The blood supply of the femoral head depends critically on the medial femoral circumflex artery (MFCA) posterior retinacular vessels, which enter the femoral head at the base of the femoral neck and run in the retinaculum to penetrate the subchondral bone of the weight-bearing zone. The MFCA supplies approximately 70-80% of the femoral head vascularity. Three zones are described: zone 1 (posterosuperior, at highest risk for AVN), zone 2 (anterosuperior), and zone 3 (inferior, most reliably perfused from the ligamentum teres artery).
Disruption of the femoral head blood supply causes avascular necrosis (AVN, osteonecrosis). Femoral neck fractures in the high posterior retinacular vessel territory (displaced intracapsular fractures, Garden III-IV) carry 25-30% AVN risk from vessel disruption at the capsular insertion.
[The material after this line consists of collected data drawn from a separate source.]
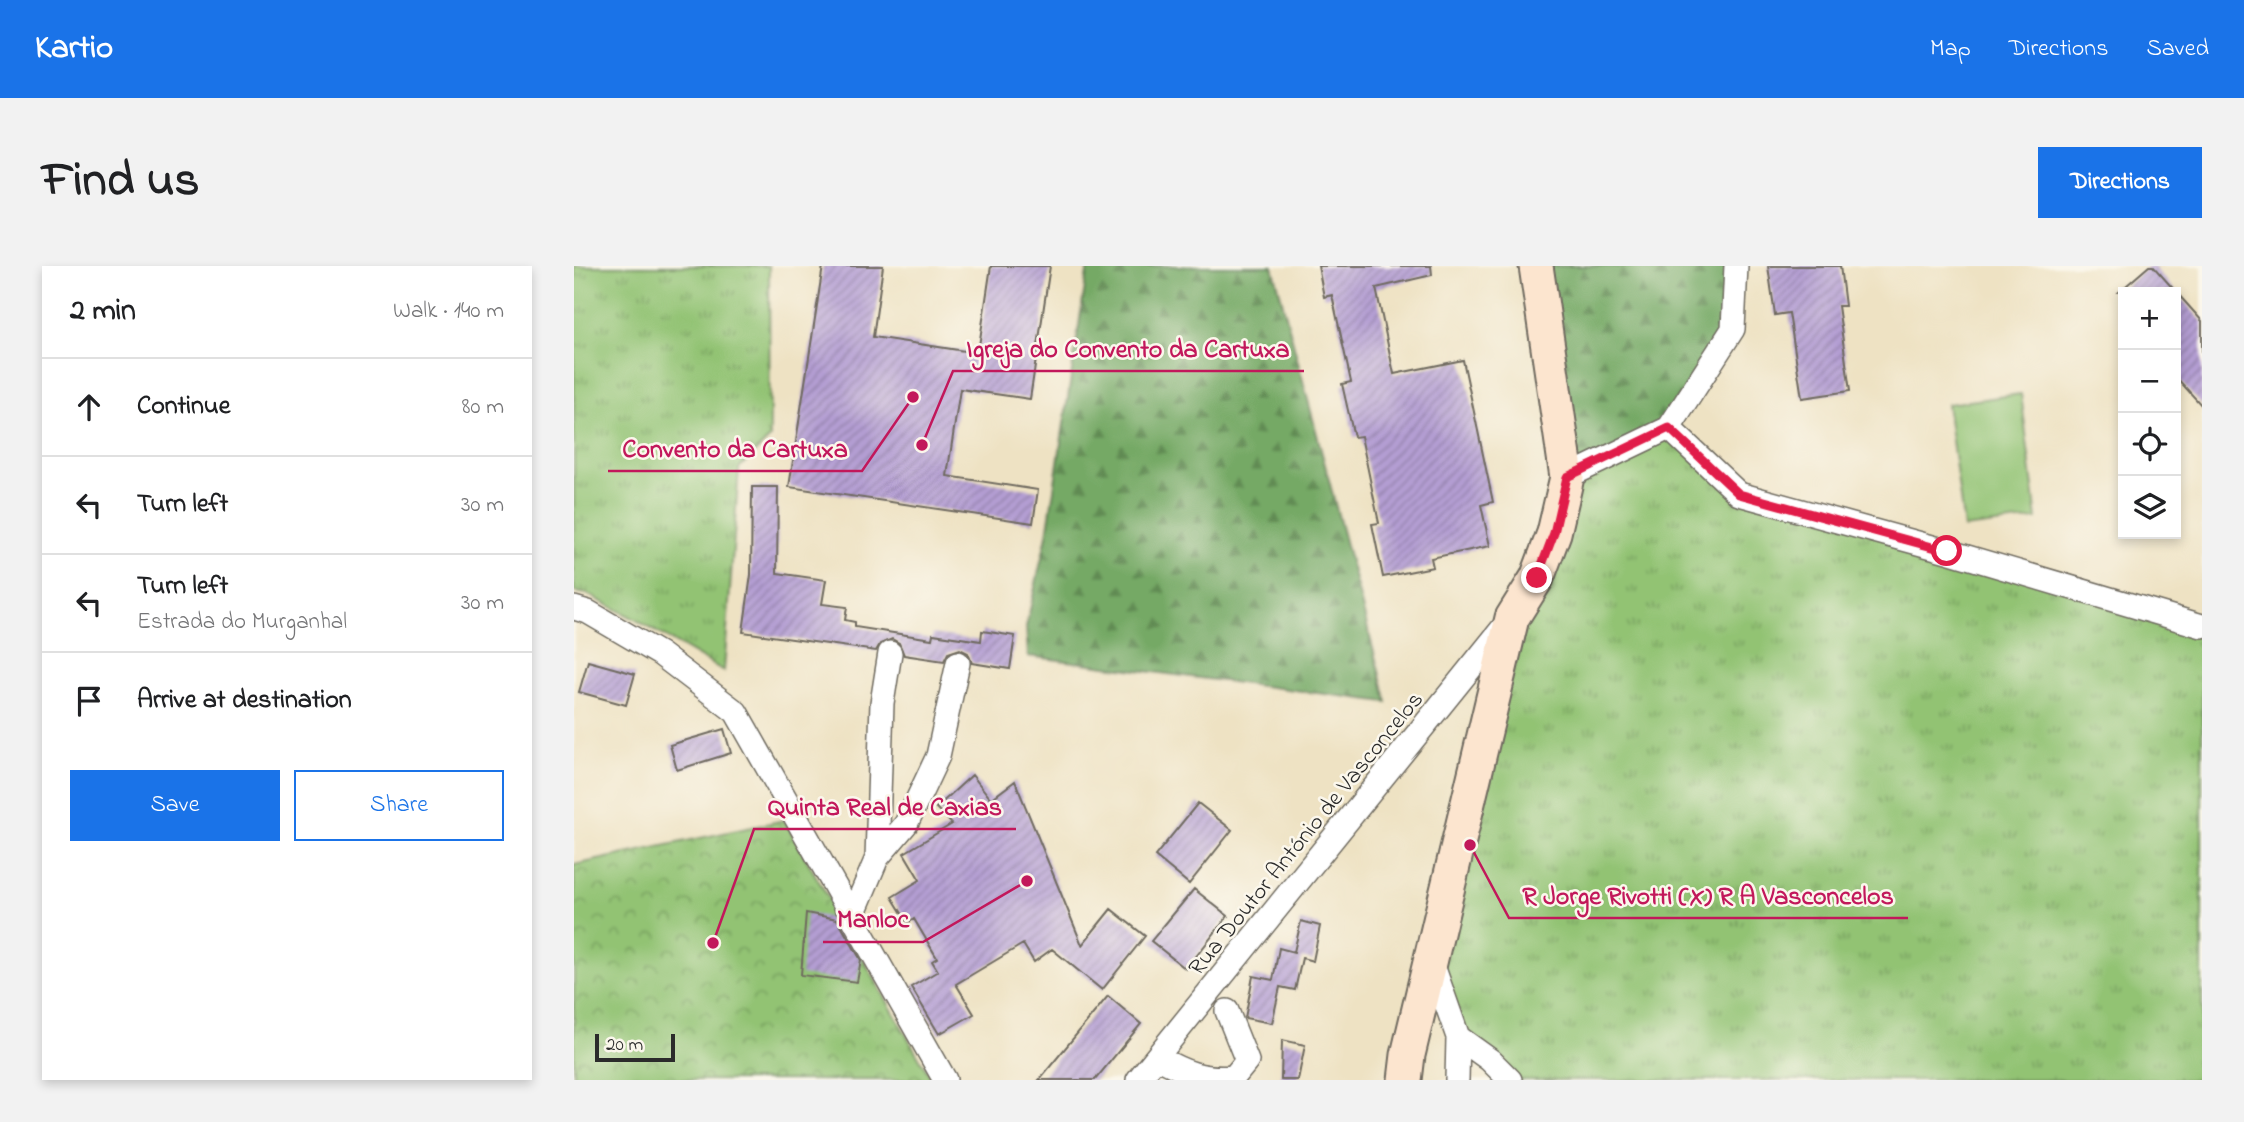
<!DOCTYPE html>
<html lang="en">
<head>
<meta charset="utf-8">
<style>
	body { margin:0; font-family:"Indie Flower",sans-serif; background:#f2f2f2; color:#202124 }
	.controls { position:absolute; right:21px; top:21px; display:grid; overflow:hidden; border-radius:0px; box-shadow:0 4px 10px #0003 }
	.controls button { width:63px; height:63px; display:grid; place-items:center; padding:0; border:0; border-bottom:2px solid #e0e0e0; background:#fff; color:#202124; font:35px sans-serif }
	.scale { position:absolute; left:21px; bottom:18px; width:80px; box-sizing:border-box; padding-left:7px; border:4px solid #2b2b2b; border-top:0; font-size:19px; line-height:24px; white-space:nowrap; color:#2b2b2b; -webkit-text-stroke:5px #fbf7ec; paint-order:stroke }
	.stop { position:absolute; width:21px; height:21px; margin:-16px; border:5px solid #e11d48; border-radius:50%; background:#fff }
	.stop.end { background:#e11d48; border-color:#fff; box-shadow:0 2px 7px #0008 }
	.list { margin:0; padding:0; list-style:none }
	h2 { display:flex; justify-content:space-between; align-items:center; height:91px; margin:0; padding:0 28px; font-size:30px }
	h2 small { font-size:23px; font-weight:400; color:#757577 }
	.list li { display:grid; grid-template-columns:46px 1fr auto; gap:21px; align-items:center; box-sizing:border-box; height:98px; padding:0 28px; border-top:2px solid #e0e0e0 }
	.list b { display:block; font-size:26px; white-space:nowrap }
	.list p { margin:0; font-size:23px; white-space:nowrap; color:#757577 }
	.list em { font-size:23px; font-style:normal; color:#757577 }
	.actions { display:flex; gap:14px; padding:21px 28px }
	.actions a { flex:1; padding:16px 0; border:2px solid #1a73e8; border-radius:0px; text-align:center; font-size:24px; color:#1a73e8 }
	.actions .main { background:#1a73e8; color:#fff }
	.icon { flex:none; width:38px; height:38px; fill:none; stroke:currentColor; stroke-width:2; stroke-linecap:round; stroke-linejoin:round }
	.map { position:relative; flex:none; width:1628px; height:814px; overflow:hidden; border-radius:0px }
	header { display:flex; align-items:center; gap:42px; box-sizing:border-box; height:98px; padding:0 35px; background:#1a73e8; color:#fff }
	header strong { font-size:33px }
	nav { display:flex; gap:38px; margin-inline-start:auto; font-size:24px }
	.intro { display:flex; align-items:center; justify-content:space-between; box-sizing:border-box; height:168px; padding:0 42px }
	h1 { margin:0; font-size:49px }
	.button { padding:18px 32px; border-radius:0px; background:#1a73e8; color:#fff; font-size:24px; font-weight:700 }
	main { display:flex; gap:42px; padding:0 42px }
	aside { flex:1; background:#fff; border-radius:0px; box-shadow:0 4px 10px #0003 }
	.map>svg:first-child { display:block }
	.grass { fill:url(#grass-tufts); stroke:#5e774f; stroke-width:2 }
	.forest { fill:url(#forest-firs); stroke:#506a48; stroke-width:2 }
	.park { fill:url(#park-crowns); stroke:#5e774f; stroke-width:2 }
	.pitch { fill:#92c373; stroke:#5e774f; stroke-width:2 }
	.building { fill:url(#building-hatch) }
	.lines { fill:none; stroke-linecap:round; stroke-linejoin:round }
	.street-casing { stroke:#6f6b60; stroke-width:26 }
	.secondary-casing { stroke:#6f6b60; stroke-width:37 }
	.street { stroke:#fff; stroke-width:23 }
	.secondary { stroke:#fce5cf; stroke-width:33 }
	.route { stroke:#e11d48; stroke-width:9 }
	.labels { text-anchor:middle; stroke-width:5; stroke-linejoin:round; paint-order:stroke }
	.street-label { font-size:24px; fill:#2b2b2b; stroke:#fbf7ec }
	.leader { fill:none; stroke:#c2185b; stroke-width:2.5 }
	.callout-dot { fill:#c2185b; stroke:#fbf7ec; stroke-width:2.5 }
	.callout-label { font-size:26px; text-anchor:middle; font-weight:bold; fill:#c2185b; stroke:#fbf7ec; stroke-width:5; stroke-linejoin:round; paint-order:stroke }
</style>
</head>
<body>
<header>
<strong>Kartio</strong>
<nav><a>Map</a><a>Directions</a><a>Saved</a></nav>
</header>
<div class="intro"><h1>Find us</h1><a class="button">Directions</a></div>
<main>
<aside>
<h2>2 min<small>Walk · 140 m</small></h2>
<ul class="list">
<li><svg class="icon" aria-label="ahead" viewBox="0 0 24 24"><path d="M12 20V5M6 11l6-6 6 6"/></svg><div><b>Continue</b></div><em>80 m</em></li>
<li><svg class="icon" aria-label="left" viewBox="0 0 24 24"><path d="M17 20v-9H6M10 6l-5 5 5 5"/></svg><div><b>Turn left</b></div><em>30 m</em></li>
<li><svg class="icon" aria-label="left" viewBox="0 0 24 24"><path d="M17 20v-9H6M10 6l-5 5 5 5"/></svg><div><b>Turn left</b><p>Estrada do Murganhal</p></div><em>30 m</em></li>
<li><svg class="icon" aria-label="arrive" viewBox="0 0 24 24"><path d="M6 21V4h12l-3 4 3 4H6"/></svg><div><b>Arrive at destination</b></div></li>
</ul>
<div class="actions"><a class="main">Save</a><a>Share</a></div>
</aside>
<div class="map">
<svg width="1628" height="814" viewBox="0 0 1628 814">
	<defs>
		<pattern id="grass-tufts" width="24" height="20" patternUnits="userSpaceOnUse" patternTransform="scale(1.75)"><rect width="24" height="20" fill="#92c373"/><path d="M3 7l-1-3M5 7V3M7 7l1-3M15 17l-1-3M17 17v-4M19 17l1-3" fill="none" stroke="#779f5f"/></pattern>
		<pattern id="forest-firs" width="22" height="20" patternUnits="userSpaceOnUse" patternTransform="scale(1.75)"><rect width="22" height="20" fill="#75a965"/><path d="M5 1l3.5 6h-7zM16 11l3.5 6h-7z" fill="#608a53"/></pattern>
		<pattern id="park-crowns" width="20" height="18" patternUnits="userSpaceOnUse" patternTransform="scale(1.75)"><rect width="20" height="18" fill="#92c373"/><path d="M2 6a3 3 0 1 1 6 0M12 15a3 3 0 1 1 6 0" fill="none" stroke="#779f5f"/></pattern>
		<pattern id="building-hatch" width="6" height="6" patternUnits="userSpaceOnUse" patternTransform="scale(1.75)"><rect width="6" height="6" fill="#b49ed3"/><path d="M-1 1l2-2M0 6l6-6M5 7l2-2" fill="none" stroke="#9381ab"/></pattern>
	</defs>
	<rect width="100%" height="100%" fill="#fbf7ec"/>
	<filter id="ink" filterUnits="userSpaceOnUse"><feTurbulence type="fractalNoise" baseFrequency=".0143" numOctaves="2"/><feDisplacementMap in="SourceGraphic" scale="14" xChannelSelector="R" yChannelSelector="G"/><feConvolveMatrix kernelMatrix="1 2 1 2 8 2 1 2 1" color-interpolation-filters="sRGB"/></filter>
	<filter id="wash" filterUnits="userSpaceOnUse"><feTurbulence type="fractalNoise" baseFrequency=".00686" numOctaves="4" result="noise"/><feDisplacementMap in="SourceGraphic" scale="28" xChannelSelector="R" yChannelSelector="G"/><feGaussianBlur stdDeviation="1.57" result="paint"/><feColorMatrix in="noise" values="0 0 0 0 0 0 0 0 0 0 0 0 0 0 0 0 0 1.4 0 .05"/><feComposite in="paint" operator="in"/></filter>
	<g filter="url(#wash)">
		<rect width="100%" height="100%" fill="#eee2c3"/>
		<path class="grass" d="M 0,0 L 195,0 L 196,172 L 165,202 L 150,405 L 57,351 L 13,328 L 0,326 Z
			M 1095,162 L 1165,228 L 1628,360 L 1628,814 L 937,814 L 851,721 L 993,211 Z"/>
		<path class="forest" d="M 514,0 L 699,0 L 813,436 L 454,390 L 452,361 L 473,269 Z
			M 965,0 L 1162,0 L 1159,63 L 1095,162 L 993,211 Z"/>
		<path class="park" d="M 210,554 L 358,814 L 0,814 L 0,599 Z"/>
		<path class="pitch" d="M 1447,128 L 1463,253 L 1390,262 L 1373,138 Z"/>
		<g id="blocks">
			<path class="building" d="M 249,0 L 309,0 L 299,71 L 404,87 L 417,0 L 476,0 L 456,133 L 386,123 L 373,210 L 464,224 L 459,257 L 215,221 Z
				M 744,0 L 857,0 L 858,9 L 802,22 L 820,108 L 889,94 L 919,236 L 907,239 L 916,280 L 857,292 L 859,301 L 809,311 L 798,258 L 805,257 L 787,170 L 780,171 L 768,118 L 777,116 L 758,29 L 750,31 Z
				M 1194,0 L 1266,0 L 1271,40 L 1264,40 L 1276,125 L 1228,132 L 1215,47 L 1201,49 Z
				M 1575,0 L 1579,0 L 1628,55 L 1628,140 L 1602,111 L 1602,26 L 1545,26 Z
				M 178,221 L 204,221 L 203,307 L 252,314 L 248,338 L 273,341 L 271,354 L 281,356 L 281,361 L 358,373 L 359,368 L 407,375 L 408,365 L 441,370 L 436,403 L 398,397 L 394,387 L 386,383 L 374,387 L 370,395 L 330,389 L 325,377 L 318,373 L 306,378 L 302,385 L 169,366 L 177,309 Z
				M 14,395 L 61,408 L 52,439 L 5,426 Z
				M 150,463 L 157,487 L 103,504 L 96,479 Z
				M 398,509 L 417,533 L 441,515 L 508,679 L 537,643 L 571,670 L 528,724 L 478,683 L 460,696 L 449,678 L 382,718 L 400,748 L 365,768 L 337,721 L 364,705 L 358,695 L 363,692 L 340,653 L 334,657 L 318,631 L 346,614 L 330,587 L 378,558 L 362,542 Z
				M 624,537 L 658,564 L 615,618 L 581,590 Z
				M 620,623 L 654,650 L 612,703 L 577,675 Z
				M 232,647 L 263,653 L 287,694 L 283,716 L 227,709 Z
				M 727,655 L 746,660 L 739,695 L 728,692 L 721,724 L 706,721 L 698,757 L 671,752 L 679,710 L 699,714 L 705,682 L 720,686 Z
				M 534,730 L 567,758 L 521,814 L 465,814 Z
				M 708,774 L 731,779 L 724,814 L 707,814 Z"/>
		</g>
	</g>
	<g filter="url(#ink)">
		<use href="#blocks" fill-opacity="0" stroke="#6f6b60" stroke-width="2"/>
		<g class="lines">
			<g class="street-casing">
				<path id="street" d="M 1095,162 L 1165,228 L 1373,285 L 1628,360
					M 993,211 L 1095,162 L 1159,63 L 1162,0
					M 0,342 L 14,346 L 86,388 L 162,446 L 371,814
					M 303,592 L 308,437 L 316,387
					M 278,651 L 303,592 L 332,558 L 364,490 L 384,397
					M 857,694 L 884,771 L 883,814
					M 884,771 L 916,794 L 936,814
					M 583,791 C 610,806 628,814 660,811 L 673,795 L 653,745
					M 564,814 L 933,357"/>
			</g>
			<g class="secondary-casing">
				<path id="secondary" d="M 831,814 L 834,789 L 938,352 L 963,312 L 980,267 L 993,211 L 962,0"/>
			</g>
			<use href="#street" class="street"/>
			<use href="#secondary" class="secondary"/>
		</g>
	</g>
	<g class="lines" filter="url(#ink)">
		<path class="route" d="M 963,312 L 980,267 L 993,211 L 1095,162 L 1165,228 L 1373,285"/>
	</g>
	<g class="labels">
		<g class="street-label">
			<text transform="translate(731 567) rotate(-51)" y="8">Rua Doutor António de Vasconcelos</text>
		</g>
	</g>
	<path class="leader" d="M348 179L379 105H730M339 131L288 205H34M139 677L180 563H442M896 579L935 652H1334M453 615L349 676H249"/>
	<g class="callout-dot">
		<circle cx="348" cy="179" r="7"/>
		<circle cx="339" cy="131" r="7"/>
		<circle cx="139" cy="677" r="7"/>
		<circle cx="896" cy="579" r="7"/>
		<circle cx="453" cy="615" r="7"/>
	</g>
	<g class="callout-label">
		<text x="554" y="91">Igreja do Convento da Cartuxa</text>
		<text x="161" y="191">Convento da Cartuxa</text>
		<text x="311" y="549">Quinta Real de Caxias</text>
		<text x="1134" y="638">R Jorge Rivotti (X) R A Vasconcelos</text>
		<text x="299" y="661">Manloc</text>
	</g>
</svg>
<div class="controls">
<button>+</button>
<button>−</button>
<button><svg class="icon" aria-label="locate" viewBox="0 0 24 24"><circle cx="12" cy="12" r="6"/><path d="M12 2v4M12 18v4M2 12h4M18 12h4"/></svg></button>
<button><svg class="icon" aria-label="layers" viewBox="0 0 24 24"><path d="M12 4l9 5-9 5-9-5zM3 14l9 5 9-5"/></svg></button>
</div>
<div class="scale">20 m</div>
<div class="stop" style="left:1373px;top:285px"></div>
<div class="stop end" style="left:963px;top:312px"></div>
</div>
</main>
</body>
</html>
The Ficat staging and the ARCO classification grade AVN from stage 0 (normal imaging with perfusion deficit) through stage IV (femoral head collapse with secondary arthritis). Risk factors beyond trauma include corticosteroids, alcohol, sickle cell disease, and coagulopathy.
Displaced intracapsular femoral neck fracture (Garden III-IV) disrupts the posterior retinacular vessels of the medial circumflex femoral artery running along the neck to supply the posterosuperior femoral head, producing AVN in 25-30% of cases; total hip arthroplasty for established AVN with femoral head collapse restores function.